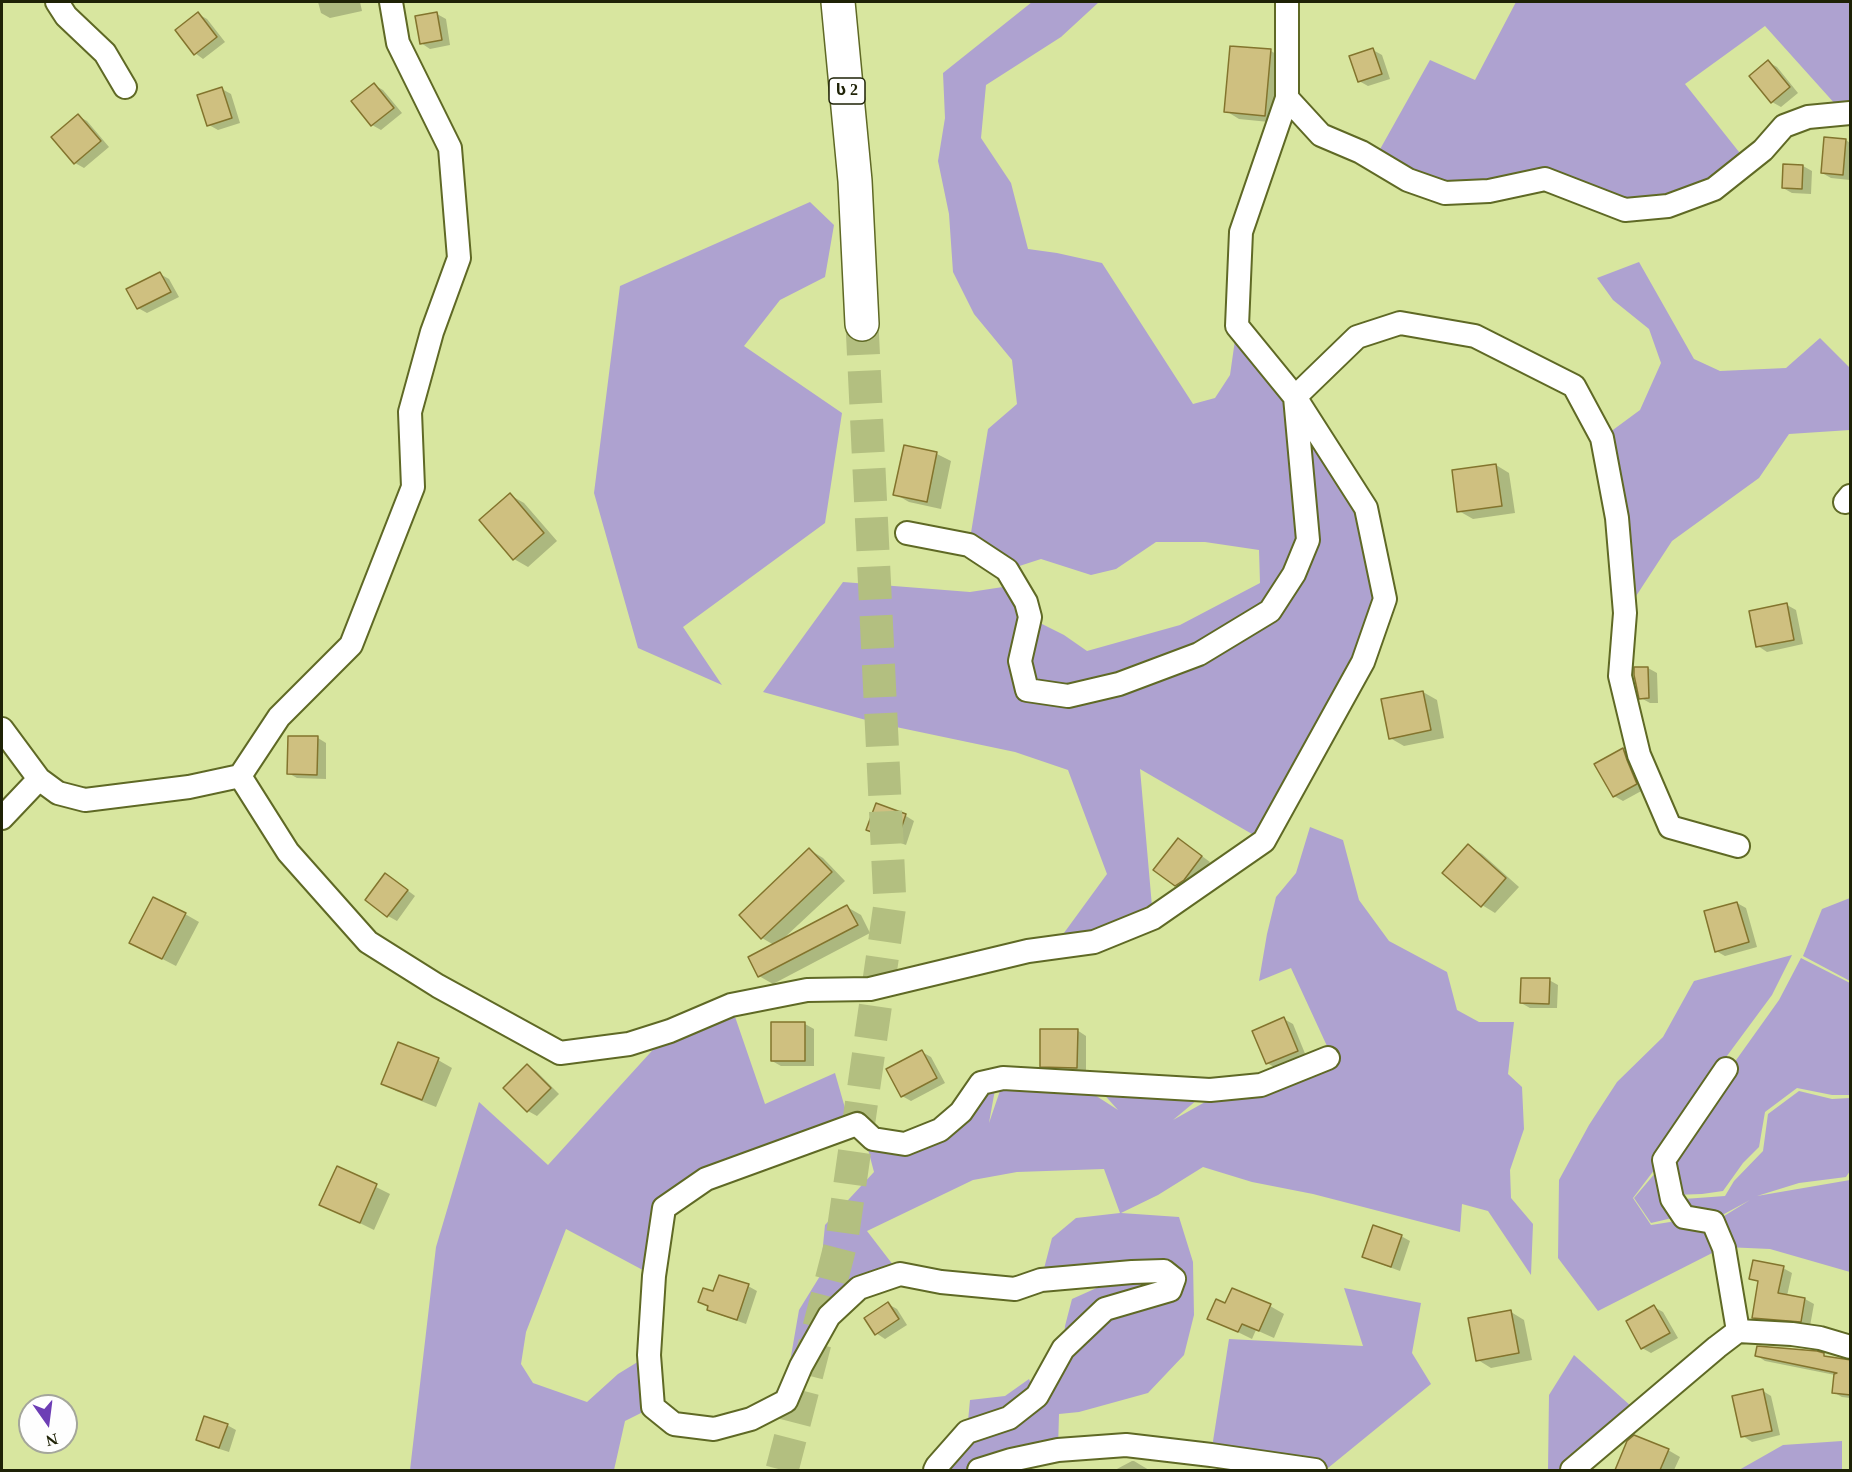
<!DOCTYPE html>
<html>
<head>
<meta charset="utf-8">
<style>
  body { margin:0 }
  #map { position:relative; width:1852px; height:1472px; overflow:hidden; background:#d8e69f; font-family:"Times New Roman",serif }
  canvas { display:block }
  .frame { position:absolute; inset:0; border:3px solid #1e2206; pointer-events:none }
  .north { position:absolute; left:18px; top:1394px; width:60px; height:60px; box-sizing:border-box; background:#fefefe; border:2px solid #a4a69b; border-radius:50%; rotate:166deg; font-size:16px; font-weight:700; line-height:24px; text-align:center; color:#1e2206 }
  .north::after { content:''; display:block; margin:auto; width:21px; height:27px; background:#6d3eb5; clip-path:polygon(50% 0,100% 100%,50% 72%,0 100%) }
</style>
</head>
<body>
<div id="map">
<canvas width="1852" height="1472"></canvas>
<div class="frame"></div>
<div class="north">N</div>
</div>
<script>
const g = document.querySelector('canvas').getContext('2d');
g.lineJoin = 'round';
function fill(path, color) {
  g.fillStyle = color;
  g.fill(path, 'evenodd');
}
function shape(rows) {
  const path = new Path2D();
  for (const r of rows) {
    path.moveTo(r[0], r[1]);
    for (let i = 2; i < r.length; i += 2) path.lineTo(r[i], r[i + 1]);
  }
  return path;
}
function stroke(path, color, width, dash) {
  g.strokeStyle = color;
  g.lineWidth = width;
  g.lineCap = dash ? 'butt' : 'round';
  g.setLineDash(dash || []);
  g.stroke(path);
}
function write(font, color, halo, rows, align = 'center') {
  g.font = font + ' "Times New Roman","Noto Sans Georgian",serif';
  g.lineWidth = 4.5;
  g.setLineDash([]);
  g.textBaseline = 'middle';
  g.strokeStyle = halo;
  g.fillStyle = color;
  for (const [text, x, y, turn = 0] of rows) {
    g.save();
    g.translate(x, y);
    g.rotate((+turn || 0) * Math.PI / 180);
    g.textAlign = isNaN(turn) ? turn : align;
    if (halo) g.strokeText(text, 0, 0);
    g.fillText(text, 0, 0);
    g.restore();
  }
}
fill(shape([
  [1032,2,1099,2,1061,37,986,85,981,138,1011,183,1028,249,1057,253,1102,263,1193,404,1215,398,1230,375,1237,326,1366,508,1385,599,1264,841,1140,769,1153,918,1053,948,1107,874,1068,770,1015,752,877,723,763,692,843,582,970,592,1016,585,1030,618,1064,635,1087,651,1180,625,1260,583,1259,550,1205,542,1156,542,1116,569,1091,575,1041,559,1007,570,969,545,988,429,1017,404,1012,360,974,314,953,272,949,214,938,161,945,118,943,73],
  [1516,2,1850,2,1850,113,1845,115,1765,26,1685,84,1747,162,1714,189,1625,210,1545,179,1445,193,1374,160,1430,60,1475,80],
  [810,202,834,225,825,277,780,300,744,346,842,413,825,523,683,627,722,685,638,648,594,493,620,286],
  [1639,262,1694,359,1720,371,1786,368,1820,338,1850,368,1850,430,1789,434,1759,478,1672,541,1625,613,1602,438,1640,410,1661,363,1649,329,1613,300,1597,278],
  [1310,827,1343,840,1359,900,1389,941,1447,972,1457,1010,1479,1022,1514,1022,1508,1074,1522,1087,1524,1129,1510,1170,1511,1198,1533,1224,1531,1275,1488,1211,1462,1204,1460,1232,1313,1194,1252,1182,1203,1167,1158,1195,1121,1213,1179,1217,1193,1262,1194,1315,1184,1355,1148,1393,1079,1412,1059,1414,1058,1449,975,1470,946,1470,967,1432,970,1400,1005,1396,1029,1379,1036,1395,1063,1349,1065,1326,1072,1299,1130,1273,1041,1280,1052,1238,1076,1218,1120,1213,1104,1169,1017,1172,973,1180,867,1231,900,1274,859,1288,786,1401,751,1419,787,1379,799,1310,820,1276,825,1225,874,1172,865,1138,905,1146,996,1084,989,1123,1003,1082,1084,1088,1118,1110,1100,1090,1203,1095,1173,1120,1214,1097,1333,1059,1291,968,1259,981,1267,934,1276,897,1296,873],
  [1850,898,1850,981,1803,956,1822,909],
  [1792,955,1772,995,1721,1064,1664,1157,1633,1198,1651,1225,1683,1220,1712,1224,1722,1248,1598,1311,1558,1258,1559,1180,1589,1125,1617,1082,1663,1037,1694,981],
  [1801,958,1850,983,1850,1095,1832,1095,1797,1088,1765,1112,1759,1147,1743,1163,1723,1191,1702,1194,1674,1195,1670,1160,1729,1070,1779,1000],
  [731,1005,765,1104,835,1073,849,1122,665,1208,654,1276,566,1229,526,1332,521,1364,533,1383,587,1402,618,1374,649,1355,653,1407,625,1421,614,1470,410,1470,436,1247,479,1102,548,1165,670,1031],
  [1799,1091,1832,1099,1850,1098,1850,1171,1846,1177,1799,1183,1757,1196,1850,1180,1850,1272,1770,1249,1725,1247,1716,1221,1750,1200,1713,1220,1685,1215,1651,1223,1634,1198,1662,1165,1670,1200,1725,1196,1734,1181,1763,1151,1768,1114],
  [1344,1288,1421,1303,1412,1353,1431,1384,1328,1468,1211,1454,1229,1339,1363,1346],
  [1574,1355,1632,1407,1564,1470,1548,1470,1549,1395],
  [1842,1441,1842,1470,1739,1470,1783,1445]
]), '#aea2d0');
fill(shape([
  [318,2,360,2,362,11,330,18,321,13],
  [198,14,207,19,225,42,203,59,195,53],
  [437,14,446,19,450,45,430,49,421,43],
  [1373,50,1382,55,1390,79,1368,86,1359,81],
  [1271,51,1284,59,1279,123,1239,119,1226,111],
  [1768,62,1777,67,1798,93,1781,107,1772,102],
  [374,85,383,90,402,113,381,130,372,125],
  [222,89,231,94,240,123,218,130,209,125],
  [78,116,87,121,109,147,84,168,75,163],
  [1846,140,1850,143,1850,180,1831,178,1822,173],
  [1803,166,1812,171,1811,194,1792,193,1783,188],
  [160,274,169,279,179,297,147,313,138,308],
  [905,447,937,454,951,461,941,509,909,502,895,494],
  [1496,465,1509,473,1515,513,1473,519,1459,511],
  [510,495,524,503,557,541,528,567,514,559],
  [1787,605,1796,610,1803,644,1767,652,1758,646],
  [1636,668,1648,668,1657,673,1658,703,1650,703,1641,698],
  [1423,692,1437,700,1444,738,1404,746,1390,738],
  [318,738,326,743,326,779,297,778,288,773],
  [1623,750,1632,755,1645,789,1623,801,1614,796],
  [876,805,906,816,914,821,906,845,876,834,868,829],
  [1187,845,1210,862,1193,885,1185,890,1176,885],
  [1468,846,1482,854,1519,887,1495,913,1482,905],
  [810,850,823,858,845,881,783,939,847,907,861,915,870,933,773,984,759,976,774,945,762,938],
  [394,880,415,896,397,921,388,916],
  [1737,903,1746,908,1757,947,1725,956,1716,951],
  [185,914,199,922,176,966,145,950],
  [1549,980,1558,985,1557,1008,1530,1008,1521,1003],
  [1284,1019,1293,1024,1306,1056,1276,1068,1267,1063],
  [805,1024,814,1029,814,1066,781,1066,772,1061],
  [1077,1030,1086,1036,1086,1072,1051,1071,1042,1066],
  [399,1044,438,1060,452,1068,436,1107,396,1091,383,1083],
  [922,1052,931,1057,945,1083,911,1101,902,1096],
  [527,1065,536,1071,559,1094,537,1116,528,1111,505,1088],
  [338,1168,390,1194,374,1230,321,1204],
  [1401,1236,1410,1241,1400,1271,1373,1261,1364,1256],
  [1783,1268,1792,1273,1787,1296,1805,1299,1814,1304,1810,1326,1762,1323,1753,1317,1760,1283,1751,1278],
  [748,1286,757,1291,746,1324,718,1314,700,1302,714,1293],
  [1233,1290,1270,1306,1284,1314,1274,1338,1256,1330,1252,1339,1209,1318,1226,1305],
  [888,1304,897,1309,907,1325,885,1339,876,1333],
  [1654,1307,1663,1312,1678,1338,1651,1353,1642,1348],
  [1511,1312,1524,1320,1532,1360,1491,1368,1478,1360],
  [1756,1355,1823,1355,1830,1359,1850,1361,1850,1398,1842,1397,1833,1392,1835,1375,1765,1361],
  [1763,1391,1771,1396,1780,1435,1752,1442,1743,1436],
  [227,1425,236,1430,229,1452,207,1445,198,1440],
  [1628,1442,1668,1450,1680,1457,1674,1470,1617,1470],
  [1132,1461,1134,1461,1149,1470,1115,1470]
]), '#0003');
const building = shape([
  [198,12,217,37,194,55,175,30,198,12],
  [437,12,442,40,420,44,415,16,437,12],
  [1230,46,1271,49,1265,116,1224,112,1230,46],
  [1373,48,1382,74,1358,82,1349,56,1373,48],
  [1768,60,1790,87,1771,103,1749,76,1768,60],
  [374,83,394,108,371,126,351,101,374,83],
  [222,87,232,118,207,126,197,95,222,87],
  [78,114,101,141,74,164,51,137,78,114],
  [1824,137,1846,139,1843,175,1821,173,1824,137],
  [1783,164,1803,165,1802,189,1782,188,1783,164],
  [160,272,171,292,137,309,126,289,160,272],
  [904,445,937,452,927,502,893,495,904,445],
  [1496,464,1502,506,1457,512,1452,470,1496,464],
  [510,493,544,533,513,560,479,520,510,493],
  [1787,603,1794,640,1756,647,1749,611,1787,603],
  [1634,667,1648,667,1649,698,1639,699,1634,675,1634,667],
  [1423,691,1431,730,1389,739,1381,699,1423,691],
  [288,736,318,736,317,775,287,774,288,736],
  [1623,748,1627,760,1637,784,1613,797,1594,764,1623,748],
  [876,803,906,814,897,841,866,830,876,803],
  [1178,838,1202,856,1184,880,1175,886,1153,870,1178,838],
  [1468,844,1506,878,1481,907,1442,873,1468,844],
  [809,848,832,872,761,939,739,915,809,848],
  [385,873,408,890,387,917,365,900,385,873],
  [153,897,186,913,162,959,129,943,153,897],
  [1737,902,1749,942,1715,952,1704,911,1737,902],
  [847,905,858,925,758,977,748,957,847,905],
  [1521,978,1550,978,1549,1004,1520,1003,1521,978],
  [1284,1017,1298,1051,1266,1064,1252,1031,1284,1017],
  [771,1022,805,1022,805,1061,771,1061,771,1022],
  [1040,1029,1078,1029,1077,1068,1040,1067,1040,1029],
  [398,1042,439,1058,422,1100,381,1084,398,1042],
  [922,1050,937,1078,901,1097,886,1069,922,1050],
  [527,1064,551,1088,527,1112,503,1088,527,1064],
  [337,1166,377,1184,360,1223,319,1205,337,1166],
  [1373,1225,1402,1235,1391,1267,1362,1257,1373,1225],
  [1753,1260,1784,1266,1778,1293,1805,1298,1801,1322,1752,1318,1758,1281,1749,1279,1753,1260],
  [719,1275,749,1284,737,1320,707,1310,708,1306,698,1302,703,1288,713,1291,719,1275],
  [1232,1288,1271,1304,1259,1331,1242,1324,1238,1332,1207,1319,1216,1299,1225,1303,1232,1288],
  [888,1302,899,1319,875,1335,864,1318,888,1302],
  [1654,1305,1670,1333,1641,1349,1626,1321,1654,1305],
  [1511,1310,1519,1353,1476,1361,1468,1318,1511,1310],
  [1757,1346,1817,1351,1824,1353,1824,1356,1851,1360,1851,1395,1832,1393,1834,1374,1837,1373,1755,1356,1757,1346],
  [1763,1389,1772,1431,1741,1437,1732,1396,1763,1389],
  [204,1416,228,1424,219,1448,196,1440,204,1416],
  [1634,1435,1669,1449,1660,1470,1615,1470,1627,1441,1634,1435]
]);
fill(building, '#cfc080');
stroke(building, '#83742d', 1.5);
stroke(shape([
  [782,1470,842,1239,890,904,862,324]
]), '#b3bf80', 33, [33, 16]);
const minor = shape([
  [57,2,66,16,105,53,125,87],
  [1287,98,1321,135,1361,152,1408,180,1445,193,1489,191,1545,179,1625,210,1668,206,1714,189,1763,150,1784,126,1808,117,1850,113],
  [1845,502,1850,496],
  [907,533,969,545,1007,570,1026,602,1030,617,1020,661,1027,690,1068,696,1119,684,1199,654,1270,611,1294,574,1308,540,1295,397,1357,337,1400,323,1475,336,1574,386,1602,438,1617,518,1625,613,1620,676,1639,755,1670,827,1738,846],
  [2,729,39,779,58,793,85,800,189,787,240,776,279,717,351,645,413,487,410,412,432,332,459,258,450,148,398,43,391,2],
  [240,776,288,852,368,942,438,986,560,1053,629,1044,670,1031,731,1005,807,990,870,989,1028,951,1094,942,1153,918,1264,841,1363,662,1385,599,1366,508,1295,397,1237,326,1241,232,1287,98,1287,2],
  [2,818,39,779],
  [1726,1069,1664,1160,1672,1199,1684,1217,1713,1222,1724,1248,1738,1331],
  [935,1470,937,1466,967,1432,1009,1418,1037,1396,1063,1349,1105,1309,1170,1290,1174,1279,1164,1271,1132,1272,1041,1280,1015,1289,941,1282,900,1274,859,1288,829,1316,801,1366,786,1401,751,1419,714,1429,674,1424,653,1407,649,1355,654,1276,664,1208,706,1179,857,1124,873,1139,905,1144,940,1130,961,1112,981,1083,1003,1078,1210,1090,1261,1085,1328,1058],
  [979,1470,1011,1460,1058,1450,1126,1445,1211,1455,1315,1470],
  [1572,1470,1717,1347,1738,1331,1792,1334,1820,1338,1850,1347]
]);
const trunk = shape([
  [838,2,855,181,862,324]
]);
stroke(minor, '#5f6925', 26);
stroke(trunk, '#5f6925', 36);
stroke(minor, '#fff', 22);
stroke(trunk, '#fff', 33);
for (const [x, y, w] of [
  [847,91,36]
]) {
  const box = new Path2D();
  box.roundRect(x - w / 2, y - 13, w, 26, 4.5);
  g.fillStyle = '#fefefe';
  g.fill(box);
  stroke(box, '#1e2206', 1.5);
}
write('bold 16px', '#1e2206', null, [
  ["ს 2",847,91]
]);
</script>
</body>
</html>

◆ **EXERCISE INSTRUCTIONS**
Each line above with the word "function" needs to be copied.

◆ **ANSWER**
function fill(path, color) {
function shape(rows) {
function stroke(path, color, width, dash) {
function write(font, color, halo, rows, align = 'center') {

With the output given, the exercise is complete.